[Task objective]
Give the number of lines in these entries that contain the string "cover", with no further comment.
Dataset extract: Begin
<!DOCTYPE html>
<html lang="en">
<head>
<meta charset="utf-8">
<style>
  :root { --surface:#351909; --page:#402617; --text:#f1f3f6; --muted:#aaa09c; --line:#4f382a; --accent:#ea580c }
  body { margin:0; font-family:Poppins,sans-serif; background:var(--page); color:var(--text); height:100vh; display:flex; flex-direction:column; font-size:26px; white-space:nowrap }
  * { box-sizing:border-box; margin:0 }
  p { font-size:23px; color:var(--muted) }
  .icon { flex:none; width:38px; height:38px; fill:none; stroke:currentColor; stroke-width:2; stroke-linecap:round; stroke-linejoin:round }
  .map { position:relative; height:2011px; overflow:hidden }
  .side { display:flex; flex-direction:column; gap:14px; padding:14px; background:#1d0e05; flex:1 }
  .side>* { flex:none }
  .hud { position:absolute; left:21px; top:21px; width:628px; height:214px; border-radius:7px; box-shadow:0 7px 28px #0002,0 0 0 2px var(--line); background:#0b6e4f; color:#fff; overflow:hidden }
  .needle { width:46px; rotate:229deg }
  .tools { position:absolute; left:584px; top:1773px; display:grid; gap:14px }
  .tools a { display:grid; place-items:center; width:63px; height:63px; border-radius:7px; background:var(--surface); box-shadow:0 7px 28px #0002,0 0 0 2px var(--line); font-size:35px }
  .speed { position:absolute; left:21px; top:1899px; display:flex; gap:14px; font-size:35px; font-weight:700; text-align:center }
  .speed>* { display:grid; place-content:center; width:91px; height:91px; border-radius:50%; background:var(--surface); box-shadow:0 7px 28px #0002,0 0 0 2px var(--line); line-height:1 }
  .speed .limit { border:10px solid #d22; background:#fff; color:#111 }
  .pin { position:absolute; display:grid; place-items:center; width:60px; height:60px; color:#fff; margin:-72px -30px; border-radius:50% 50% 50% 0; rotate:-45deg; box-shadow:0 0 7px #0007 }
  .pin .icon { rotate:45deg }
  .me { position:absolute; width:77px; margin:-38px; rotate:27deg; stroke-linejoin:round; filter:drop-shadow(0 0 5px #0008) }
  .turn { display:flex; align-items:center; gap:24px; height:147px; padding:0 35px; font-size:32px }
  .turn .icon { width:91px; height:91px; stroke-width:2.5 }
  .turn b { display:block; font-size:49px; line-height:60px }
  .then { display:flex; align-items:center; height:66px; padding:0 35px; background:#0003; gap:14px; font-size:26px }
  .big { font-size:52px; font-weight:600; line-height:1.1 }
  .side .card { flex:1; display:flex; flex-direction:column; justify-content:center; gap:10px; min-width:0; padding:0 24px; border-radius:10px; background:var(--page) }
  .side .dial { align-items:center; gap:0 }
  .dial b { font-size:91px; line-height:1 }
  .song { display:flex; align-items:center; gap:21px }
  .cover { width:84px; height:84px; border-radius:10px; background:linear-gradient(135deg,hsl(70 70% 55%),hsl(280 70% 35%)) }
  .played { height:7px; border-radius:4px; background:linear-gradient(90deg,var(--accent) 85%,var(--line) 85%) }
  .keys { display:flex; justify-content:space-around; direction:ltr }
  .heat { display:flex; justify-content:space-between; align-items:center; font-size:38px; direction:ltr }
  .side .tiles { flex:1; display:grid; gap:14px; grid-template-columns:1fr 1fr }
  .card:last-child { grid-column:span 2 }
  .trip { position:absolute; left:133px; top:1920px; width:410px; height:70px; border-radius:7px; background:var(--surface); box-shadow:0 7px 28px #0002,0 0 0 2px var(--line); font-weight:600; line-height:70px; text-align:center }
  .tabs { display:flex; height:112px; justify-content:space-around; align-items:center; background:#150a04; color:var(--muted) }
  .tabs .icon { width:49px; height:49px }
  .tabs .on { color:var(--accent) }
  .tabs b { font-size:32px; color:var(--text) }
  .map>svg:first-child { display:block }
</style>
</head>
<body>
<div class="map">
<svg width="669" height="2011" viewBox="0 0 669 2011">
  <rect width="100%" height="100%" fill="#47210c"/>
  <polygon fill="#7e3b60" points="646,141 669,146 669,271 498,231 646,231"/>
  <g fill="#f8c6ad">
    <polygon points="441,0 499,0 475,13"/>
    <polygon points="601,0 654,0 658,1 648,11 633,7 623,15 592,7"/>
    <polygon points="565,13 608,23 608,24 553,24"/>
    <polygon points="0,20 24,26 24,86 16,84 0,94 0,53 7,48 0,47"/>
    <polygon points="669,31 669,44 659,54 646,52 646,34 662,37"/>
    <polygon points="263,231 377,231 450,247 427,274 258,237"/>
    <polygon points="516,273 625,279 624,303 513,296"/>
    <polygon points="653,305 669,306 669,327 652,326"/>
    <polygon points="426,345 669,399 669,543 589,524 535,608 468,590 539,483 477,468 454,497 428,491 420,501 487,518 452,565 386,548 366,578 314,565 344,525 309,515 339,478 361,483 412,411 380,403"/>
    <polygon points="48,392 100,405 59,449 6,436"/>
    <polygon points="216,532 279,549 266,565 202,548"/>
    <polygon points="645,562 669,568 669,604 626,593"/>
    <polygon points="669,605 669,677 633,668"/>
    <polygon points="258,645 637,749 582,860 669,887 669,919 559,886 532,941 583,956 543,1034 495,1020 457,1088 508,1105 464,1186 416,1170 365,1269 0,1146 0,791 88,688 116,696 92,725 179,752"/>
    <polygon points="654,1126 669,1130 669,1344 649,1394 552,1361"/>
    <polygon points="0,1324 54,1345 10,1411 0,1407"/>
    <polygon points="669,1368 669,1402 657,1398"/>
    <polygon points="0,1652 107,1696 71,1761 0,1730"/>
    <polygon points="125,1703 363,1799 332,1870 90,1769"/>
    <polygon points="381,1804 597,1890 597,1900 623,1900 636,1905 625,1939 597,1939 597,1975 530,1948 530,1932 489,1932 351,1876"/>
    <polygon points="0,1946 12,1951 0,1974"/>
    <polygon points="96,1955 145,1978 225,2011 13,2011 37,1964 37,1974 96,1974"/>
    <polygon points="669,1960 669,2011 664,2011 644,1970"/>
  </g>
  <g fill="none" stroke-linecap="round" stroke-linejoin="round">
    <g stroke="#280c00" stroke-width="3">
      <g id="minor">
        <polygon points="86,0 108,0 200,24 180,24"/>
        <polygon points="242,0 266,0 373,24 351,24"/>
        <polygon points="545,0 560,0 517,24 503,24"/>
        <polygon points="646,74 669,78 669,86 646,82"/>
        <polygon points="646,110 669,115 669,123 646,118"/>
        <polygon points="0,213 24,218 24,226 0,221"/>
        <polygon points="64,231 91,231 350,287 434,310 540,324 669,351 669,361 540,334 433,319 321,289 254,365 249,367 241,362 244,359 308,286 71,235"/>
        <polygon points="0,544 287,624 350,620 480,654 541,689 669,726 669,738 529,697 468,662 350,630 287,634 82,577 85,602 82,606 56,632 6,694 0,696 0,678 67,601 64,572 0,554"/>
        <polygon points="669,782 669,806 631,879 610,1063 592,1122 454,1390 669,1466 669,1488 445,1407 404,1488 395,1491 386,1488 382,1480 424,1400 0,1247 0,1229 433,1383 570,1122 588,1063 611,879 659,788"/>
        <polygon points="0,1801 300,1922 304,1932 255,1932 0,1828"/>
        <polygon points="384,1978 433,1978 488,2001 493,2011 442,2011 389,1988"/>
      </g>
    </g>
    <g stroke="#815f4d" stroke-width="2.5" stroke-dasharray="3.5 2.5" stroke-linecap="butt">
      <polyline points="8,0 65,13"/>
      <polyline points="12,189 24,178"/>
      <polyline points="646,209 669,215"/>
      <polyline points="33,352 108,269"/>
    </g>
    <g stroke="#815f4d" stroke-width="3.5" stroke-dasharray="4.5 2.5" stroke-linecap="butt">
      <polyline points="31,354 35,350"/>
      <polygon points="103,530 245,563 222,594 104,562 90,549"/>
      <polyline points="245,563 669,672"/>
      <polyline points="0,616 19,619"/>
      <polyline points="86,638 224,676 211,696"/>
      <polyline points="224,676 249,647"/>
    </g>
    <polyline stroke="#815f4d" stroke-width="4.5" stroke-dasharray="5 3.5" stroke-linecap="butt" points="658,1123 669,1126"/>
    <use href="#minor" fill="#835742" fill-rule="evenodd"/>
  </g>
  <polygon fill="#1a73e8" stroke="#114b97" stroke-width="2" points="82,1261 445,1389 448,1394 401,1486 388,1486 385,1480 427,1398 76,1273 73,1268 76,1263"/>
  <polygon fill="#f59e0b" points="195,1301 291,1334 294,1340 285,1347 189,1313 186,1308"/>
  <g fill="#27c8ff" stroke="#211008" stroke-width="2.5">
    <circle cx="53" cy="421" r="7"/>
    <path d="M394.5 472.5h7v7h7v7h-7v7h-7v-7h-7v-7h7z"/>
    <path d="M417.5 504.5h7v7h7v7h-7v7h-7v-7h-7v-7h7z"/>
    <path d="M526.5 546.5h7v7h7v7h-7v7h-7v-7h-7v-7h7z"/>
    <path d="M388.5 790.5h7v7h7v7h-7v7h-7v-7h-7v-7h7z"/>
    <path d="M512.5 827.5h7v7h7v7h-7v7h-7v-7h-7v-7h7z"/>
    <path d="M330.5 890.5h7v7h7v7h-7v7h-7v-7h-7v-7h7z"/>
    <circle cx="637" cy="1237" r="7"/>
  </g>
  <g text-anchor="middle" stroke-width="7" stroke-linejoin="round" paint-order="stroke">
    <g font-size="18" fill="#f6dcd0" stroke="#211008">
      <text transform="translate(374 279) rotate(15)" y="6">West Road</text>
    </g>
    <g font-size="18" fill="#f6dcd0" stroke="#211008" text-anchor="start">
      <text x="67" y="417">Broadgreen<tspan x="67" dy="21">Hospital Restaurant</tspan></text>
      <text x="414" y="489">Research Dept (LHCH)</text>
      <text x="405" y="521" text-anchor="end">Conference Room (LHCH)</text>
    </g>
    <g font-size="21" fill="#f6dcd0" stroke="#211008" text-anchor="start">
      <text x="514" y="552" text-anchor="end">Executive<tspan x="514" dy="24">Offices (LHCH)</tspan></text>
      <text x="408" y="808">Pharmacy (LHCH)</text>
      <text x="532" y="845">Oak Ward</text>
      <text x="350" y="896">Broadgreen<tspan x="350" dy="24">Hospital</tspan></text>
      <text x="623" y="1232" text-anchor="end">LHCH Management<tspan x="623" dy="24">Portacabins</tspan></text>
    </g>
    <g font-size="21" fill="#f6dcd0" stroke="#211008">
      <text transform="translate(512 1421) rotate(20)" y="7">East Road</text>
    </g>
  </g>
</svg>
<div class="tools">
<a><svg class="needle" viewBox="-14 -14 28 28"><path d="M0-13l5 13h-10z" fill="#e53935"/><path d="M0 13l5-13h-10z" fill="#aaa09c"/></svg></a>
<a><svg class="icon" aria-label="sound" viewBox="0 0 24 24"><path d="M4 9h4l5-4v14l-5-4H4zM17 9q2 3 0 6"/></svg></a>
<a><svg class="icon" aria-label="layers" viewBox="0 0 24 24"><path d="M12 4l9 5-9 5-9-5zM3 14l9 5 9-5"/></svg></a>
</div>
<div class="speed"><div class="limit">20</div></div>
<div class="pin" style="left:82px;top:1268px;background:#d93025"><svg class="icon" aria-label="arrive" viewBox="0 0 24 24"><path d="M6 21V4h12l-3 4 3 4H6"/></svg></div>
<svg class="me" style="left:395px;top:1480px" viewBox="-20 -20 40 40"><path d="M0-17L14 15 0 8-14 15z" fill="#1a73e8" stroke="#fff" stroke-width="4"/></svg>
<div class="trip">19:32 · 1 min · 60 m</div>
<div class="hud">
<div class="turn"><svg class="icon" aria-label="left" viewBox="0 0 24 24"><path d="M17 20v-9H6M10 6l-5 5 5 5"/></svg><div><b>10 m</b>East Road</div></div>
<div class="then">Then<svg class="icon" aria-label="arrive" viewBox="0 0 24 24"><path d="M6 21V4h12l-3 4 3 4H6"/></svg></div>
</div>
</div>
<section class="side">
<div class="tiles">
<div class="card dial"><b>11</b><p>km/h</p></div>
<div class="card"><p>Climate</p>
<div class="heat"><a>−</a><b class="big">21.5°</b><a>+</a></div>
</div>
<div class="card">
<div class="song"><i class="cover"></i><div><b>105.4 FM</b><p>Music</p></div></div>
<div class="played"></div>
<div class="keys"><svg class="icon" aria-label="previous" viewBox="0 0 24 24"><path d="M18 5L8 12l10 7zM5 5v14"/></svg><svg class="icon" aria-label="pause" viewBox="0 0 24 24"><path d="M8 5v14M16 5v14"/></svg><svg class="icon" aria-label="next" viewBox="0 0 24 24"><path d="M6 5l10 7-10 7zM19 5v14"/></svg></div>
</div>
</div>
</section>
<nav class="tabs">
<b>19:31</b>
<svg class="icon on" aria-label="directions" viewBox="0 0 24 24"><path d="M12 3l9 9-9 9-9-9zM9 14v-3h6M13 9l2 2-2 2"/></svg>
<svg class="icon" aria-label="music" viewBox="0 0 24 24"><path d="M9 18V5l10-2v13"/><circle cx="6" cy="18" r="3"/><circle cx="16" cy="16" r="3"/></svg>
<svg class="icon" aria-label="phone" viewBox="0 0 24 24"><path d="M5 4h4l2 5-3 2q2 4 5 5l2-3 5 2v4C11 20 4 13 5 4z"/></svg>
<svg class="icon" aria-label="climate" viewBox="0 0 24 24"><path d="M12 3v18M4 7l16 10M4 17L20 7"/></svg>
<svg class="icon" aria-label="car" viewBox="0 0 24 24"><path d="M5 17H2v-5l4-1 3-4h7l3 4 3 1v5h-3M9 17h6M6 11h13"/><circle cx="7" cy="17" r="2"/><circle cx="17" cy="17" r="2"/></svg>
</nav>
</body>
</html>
Dataset extract: End
[Answer area]
2